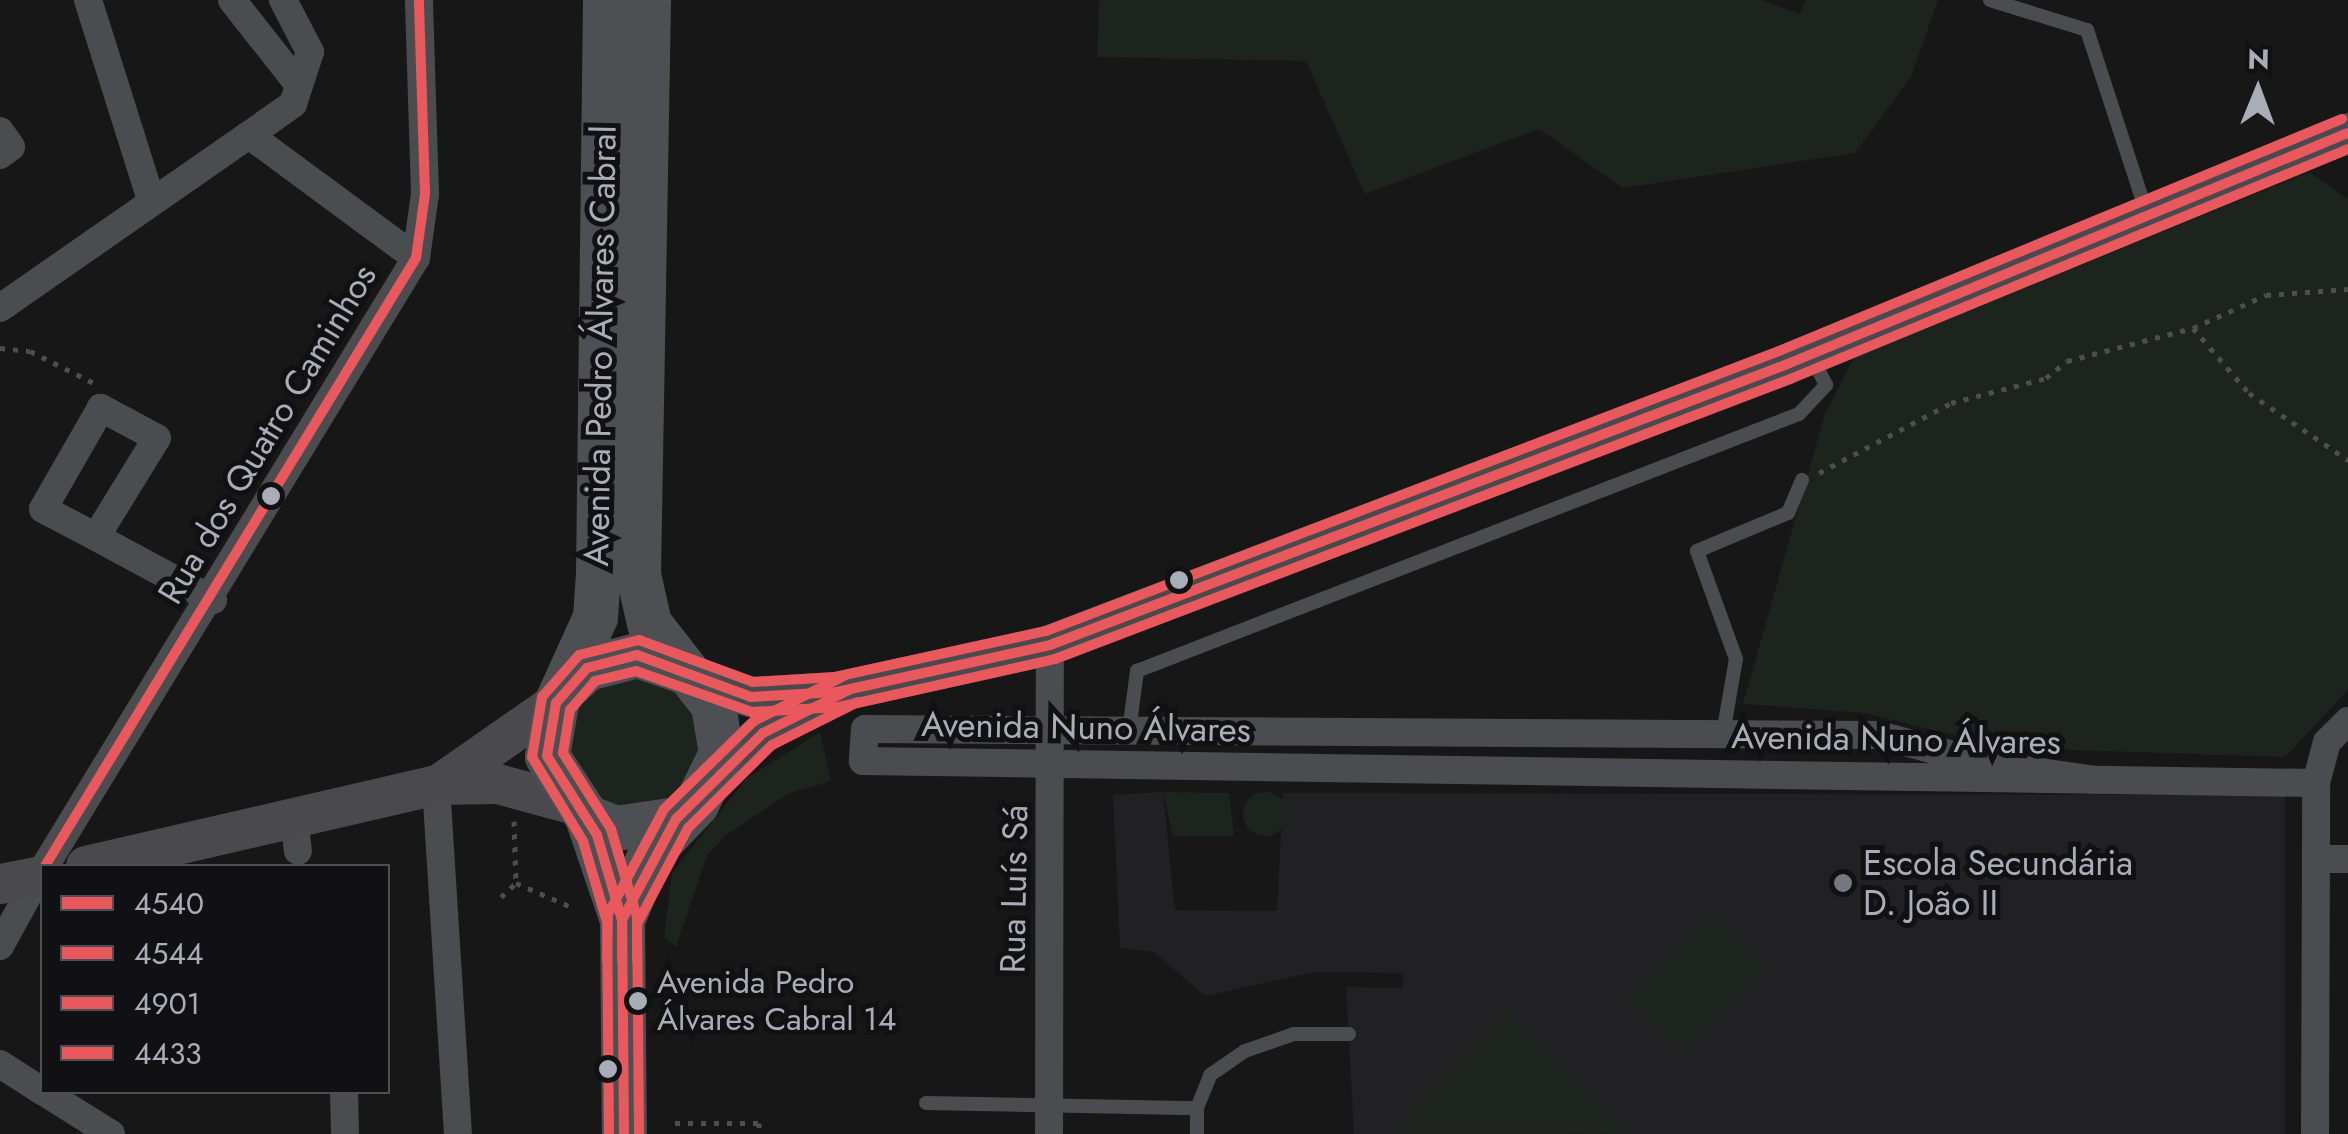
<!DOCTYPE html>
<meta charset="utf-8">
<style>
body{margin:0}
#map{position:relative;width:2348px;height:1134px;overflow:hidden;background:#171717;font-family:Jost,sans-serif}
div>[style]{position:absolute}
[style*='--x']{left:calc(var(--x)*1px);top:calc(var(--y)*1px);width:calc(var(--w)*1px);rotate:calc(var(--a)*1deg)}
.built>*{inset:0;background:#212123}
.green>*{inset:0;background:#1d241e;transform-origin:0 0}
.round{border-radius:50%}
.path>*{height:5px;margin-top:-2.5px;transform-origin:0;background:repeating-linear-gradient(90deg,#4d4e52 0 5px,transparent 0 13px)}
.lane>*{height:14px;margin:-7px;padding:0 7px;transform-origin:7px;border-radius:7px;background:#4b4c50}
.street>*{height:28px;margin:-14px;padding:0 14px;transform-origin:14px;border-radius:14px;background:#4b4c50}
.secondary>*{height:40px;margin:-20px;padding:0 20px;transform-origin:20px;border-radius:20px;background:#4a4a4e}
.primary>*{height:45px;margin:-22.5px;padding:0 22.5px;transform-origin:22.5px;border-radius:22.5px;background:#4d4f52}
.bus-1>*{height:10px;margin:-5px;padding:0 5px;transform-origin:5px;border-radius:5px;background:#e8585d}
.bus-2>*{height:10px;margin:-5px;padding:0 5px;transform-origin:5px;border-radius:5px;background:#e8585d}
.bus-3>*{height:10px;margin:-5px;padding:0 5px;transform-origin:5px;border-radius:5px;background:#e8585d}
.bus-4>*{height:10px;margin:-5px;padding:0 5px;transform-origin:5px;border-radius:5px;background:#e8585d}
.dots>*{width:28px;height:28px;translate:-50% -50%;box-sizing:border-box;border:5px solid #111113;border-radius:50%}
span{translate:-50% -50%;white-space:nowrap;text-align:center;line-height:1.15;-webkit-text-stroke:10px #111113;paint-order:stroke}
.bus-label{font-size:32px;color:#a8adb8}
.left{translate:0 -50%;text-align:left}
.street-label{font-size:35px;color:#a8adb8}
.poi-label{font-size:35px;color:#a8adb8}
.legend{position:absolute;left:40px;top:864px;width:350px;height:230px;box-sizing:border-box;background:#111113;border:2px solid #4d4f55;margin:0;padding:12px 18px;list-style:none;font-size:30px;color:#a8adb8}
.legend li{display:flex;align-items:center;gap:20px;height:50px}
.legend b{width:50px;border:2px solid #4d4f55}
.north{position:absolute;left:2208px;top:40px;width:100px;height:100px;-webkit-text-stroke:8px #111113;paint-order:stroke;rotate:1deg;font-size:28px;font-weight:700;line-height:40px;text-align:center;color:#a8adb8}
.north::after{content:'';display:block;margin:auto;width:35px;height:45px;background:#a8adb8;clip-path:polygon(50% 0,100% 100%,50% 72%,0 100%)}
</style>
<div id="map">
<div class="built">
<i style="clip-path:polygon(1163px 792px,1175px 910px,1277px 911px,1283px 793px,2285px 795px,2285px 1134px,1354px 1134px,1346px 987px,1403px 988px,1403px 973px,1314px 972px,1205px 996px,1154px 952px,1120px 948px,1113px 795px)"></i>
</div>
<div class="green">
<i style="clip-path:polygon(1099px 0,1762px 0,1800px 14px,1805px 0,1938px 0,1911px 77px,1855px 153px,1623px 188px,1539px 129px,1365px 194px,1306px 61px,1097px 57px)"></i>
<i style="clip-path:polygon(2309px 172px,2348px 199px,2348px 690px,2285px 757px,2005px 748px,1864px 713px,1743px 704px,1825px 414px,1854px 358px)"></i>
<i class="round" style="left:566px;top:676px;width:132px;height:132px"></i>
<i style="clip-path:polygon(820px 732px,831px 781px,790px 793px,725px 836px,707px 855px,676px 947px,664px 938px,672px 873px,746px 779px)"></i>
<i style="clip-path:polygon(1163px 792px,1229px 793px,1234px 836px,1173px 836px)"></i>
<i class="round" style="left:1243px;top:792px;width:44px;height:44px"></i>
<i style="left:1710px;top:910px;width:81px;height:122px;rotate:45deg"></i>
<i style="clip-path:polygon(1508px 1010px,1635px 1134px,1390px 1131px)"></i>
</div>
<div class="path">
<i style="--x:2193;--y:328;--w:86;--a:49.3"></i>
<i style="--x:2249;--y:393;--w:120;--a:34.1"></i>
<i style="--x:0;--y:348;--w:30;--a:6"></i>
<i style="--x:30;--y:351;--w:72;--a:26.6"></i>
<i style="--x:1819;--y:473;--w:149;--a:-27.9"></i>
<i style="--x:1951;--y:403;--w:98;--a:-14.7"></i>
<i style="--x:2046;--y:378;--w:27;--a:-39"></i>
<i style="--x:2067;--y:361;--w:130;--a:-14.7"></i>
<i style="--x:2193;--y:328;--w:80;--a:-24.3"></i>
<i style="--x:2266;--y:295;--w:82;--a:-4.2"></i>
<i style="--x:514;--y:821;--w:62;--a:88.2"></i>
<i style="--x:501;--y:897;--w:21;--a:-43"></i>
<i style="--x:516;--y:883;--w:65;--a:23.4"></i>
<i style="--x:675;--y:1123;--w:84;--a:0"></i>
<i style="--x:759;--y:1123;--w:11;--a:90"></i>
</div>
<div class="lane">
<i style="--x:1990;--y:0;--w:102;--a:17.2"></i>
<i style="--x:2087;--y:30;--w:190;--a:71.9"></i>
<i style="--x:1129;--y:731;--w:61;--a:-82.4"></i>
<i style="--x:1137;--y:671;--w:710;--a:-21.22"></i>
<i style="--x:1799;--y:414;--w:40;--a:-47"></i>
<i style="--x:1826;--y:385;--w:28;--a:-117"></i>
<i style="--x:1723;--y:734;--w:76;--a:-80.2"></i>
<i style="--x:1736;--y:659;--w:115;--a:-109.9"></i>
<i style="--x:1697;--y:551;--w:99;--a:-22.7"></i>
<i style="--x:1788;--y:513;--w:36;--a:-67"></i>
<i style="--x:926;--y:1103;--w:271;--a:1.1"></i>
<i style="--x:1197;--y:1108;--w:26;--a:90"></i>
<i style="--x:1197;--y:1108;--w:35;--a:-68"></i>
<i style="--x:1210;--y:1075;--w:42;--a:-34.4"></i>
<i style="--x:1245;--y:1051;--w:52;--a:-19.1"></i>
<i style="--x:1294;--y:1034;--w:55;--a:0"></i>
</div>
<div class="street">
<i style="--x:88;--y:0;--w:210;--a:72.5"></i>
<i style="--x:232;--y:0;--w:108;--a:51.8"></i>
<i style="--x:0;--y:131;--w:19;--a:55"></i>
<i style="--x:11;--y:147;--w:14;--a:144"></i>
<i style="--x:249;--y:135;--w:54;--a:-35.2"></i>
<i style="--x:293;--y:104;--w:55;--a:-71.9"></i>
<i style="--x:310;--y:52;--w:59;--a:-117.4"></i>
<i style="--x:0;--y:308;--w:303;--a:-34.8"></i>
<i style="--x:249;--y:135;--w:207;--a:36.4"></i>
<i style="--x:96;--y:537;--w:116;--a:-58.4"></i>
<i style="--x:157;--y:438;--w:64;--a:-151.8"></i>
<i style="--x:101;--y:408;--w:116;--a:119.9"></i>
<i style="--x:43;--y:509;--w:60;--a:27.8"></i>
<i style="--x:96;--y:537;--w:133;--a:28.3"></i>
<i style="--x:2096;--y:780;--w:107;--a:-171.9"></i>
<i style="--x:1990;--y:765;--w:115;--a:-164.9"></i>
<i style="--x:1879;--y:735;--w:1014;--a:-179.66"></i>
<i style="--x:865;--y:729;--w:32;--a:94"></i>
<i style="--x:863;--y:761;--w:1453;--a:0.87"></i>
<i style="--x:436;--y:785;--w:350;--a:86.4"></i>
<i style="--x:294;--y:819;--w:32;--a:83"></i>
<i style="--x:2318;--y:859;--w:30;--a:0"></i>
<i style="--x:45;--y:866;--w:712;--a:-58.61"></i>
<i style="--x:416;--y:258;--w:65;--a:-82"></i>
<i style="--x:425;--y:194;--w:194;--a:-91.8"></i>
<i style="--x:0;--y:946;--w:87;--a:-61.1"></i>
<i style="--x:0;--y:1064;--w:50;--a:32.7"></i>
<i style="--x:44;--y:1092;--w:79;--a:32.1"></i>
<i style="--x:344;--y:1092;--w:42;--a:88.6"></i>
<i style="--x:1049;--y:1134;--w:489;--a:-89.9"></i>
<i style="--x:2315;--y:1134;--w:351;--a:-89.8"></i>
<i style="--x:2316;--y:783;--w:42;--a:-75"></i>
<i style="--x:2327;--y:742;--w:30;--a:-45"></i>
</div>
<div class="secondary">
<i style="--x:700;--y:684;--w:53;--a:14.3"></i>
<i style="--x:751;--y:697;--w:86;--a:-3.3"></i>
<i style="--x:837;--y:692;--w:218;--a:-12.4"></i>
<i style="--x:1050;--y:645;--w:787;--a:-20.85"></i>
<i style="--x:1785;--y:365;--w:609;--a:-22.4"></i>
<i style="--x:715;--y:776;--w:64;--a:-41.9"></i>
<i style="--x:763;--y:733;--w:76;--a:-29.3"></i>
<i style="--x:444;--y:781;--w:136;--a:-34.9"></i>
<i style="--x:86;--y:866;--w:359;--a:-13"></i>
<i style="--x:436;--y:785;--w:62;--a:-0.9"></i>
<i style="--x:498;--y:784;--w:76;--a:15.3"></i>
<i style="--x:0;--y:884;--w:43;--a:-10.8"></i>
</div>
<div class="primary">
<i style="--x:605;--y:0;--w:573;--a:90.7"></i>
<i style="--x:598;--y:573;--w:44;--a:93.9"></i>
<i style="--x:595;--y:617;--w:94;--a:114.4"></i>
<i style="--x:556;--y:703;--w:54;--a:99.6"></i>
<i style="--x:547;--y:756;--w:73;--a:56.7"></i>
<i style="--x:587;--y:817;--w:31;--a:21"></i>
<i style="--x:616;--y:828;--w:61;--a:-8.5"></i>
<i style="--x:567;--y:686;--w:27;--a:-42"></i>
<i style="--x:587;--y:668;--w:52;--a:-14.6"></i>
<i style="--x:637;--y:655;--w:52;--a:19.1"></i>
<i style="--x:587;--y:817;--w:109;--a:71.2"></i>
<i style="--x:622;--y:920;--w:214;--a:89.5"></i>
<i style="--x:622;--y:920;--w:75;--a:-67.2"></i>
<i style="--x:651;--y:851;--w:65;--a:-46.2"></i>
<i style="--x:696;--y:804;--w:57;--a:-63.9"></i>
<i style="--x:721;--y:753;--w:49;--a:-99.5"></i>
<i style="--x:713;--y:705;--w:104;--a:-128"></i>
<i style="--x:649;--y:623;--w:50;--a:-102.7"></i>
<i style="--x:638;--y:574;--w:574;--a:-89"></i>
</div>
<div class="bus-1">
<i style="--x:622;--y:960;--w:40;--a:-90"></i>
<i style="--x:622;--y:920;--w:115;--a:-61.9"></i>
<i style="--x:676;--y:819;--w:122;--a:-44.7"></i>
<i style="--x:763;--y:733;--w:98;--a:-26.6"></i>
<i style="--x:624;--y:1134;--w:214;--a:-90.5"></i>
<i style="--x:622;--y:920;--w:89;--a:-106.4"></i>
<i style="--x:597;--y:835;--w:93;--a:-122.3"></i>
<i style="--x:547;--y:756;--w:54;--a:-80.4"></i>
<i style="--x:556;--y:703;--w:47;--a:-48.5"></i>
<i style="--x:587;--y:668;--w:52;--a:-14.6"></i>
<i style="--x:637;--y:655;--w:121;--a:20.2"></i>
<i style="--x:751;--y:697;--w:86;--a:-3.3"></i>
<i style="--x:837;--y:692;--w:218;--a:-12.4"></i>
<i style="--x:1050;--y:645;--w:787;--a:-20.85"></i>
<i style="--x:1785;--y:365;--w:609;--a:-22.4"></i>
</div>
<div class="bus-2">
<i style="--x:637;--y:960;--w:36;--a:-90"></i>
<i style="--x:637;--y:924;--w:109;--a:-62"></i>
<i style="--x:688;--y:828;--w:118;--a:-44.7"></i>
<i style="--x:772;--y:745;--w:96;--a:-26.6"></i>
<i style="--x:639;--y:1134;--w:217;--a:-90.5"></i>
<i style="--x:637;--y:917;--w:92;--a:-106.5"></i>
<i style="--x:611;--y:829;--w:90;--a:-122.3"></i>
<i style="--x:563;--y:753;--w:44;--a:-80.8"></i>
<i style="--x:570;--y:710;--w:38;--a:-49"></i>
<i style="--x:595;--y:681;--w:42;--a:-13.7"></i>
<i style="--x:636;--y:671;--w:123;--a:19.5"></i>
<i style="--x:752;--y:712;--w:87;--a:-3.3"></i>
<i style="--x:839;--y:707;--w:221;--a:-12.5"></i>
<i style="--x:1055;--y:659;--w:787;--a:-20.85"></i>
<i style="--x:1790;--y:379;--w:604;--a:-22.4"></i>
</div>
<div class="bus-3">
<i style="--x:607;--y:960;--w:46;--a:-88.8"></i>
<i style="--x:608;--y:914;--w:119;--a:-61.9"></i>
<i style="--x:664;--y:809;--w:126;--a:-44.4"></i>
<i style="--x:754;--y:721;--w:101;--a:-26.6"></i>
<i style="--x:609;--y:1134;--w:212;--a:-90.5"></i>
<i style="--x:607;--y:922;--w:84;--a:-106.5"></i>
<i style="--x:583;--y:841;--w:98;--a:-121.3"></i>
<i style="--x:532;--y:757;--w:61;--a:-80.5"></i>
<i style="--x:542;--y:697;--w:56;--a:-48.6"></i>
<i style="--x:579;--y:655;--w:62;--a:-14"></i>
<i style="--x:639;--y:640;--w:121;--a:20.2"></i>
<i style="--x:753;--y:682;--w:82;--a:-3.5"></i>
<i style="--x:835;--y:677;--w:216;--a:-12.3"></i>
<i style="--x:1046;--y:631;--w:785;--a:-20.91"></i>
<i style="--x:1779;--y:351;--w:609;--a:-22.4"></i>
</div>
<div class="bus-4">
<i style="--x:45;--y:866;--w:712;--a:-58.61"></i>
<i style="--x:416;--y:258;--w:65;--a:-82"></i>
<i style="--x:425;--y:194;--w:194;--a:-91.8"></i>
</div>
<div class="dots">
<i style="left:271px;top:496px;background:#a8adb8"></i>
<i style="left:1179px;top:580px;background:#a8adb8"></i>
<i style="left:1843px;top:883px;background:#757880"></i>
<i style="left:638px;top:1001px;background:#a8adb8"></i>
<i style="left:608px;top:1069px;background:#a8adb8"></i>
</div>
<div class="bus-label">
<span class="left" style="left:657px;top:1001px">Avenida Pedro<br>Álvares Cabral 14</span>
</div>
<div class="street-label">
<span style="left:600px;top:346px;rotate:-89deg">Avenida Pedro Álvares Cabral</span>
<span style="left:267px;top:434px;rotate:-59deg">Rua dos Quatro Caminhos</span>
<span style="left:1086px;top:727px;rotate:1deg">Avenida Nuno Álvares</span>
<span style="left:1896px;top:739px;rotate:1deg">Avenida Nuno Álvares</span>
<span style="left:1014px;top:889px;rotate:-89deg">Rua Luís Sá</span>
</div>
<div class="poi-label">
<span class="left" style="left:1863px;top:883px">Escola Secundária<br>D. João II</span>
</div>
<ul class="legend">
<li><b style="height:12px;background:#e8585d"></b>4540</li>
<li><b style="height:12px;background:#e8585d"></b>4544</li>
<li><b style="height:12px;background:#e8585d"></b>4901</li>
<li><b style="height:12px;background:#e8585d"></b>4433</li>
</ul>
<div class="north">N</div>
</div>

* Task objective:
The answer should contain nothing but the lines from the top of the data above through the line containing "0 5px,transparent 0", copied exactly, with no images.

* Result of the exercise:
<!DOCTYPE html>
<meta charset="utf-8">
<style>
body{margin:0}
#map{position:relative;width:2348px;height:1134px;overflow:hidden;background:#171717;font-family:Jost,sans-serif}
div>[style]{position:absolute}
[style*='--x']{left:calc(var(--x)*1px);top:calc(var(--y)*1px);width:calc(var(--w)*1px);rotate:calc(var(--a)*1deg)}
.built>*{inset:0;background:#212123}
.green>*{inset:0;background:#1d241e;transform-origin:0 0}
.round{border-radius:50%}
.path>*{height:5px;margin-top:-2.5px;transform-origin:0;background:repeating-linear-gradient(90deg,#4d4e52 0 5px,transparent 0 13px)}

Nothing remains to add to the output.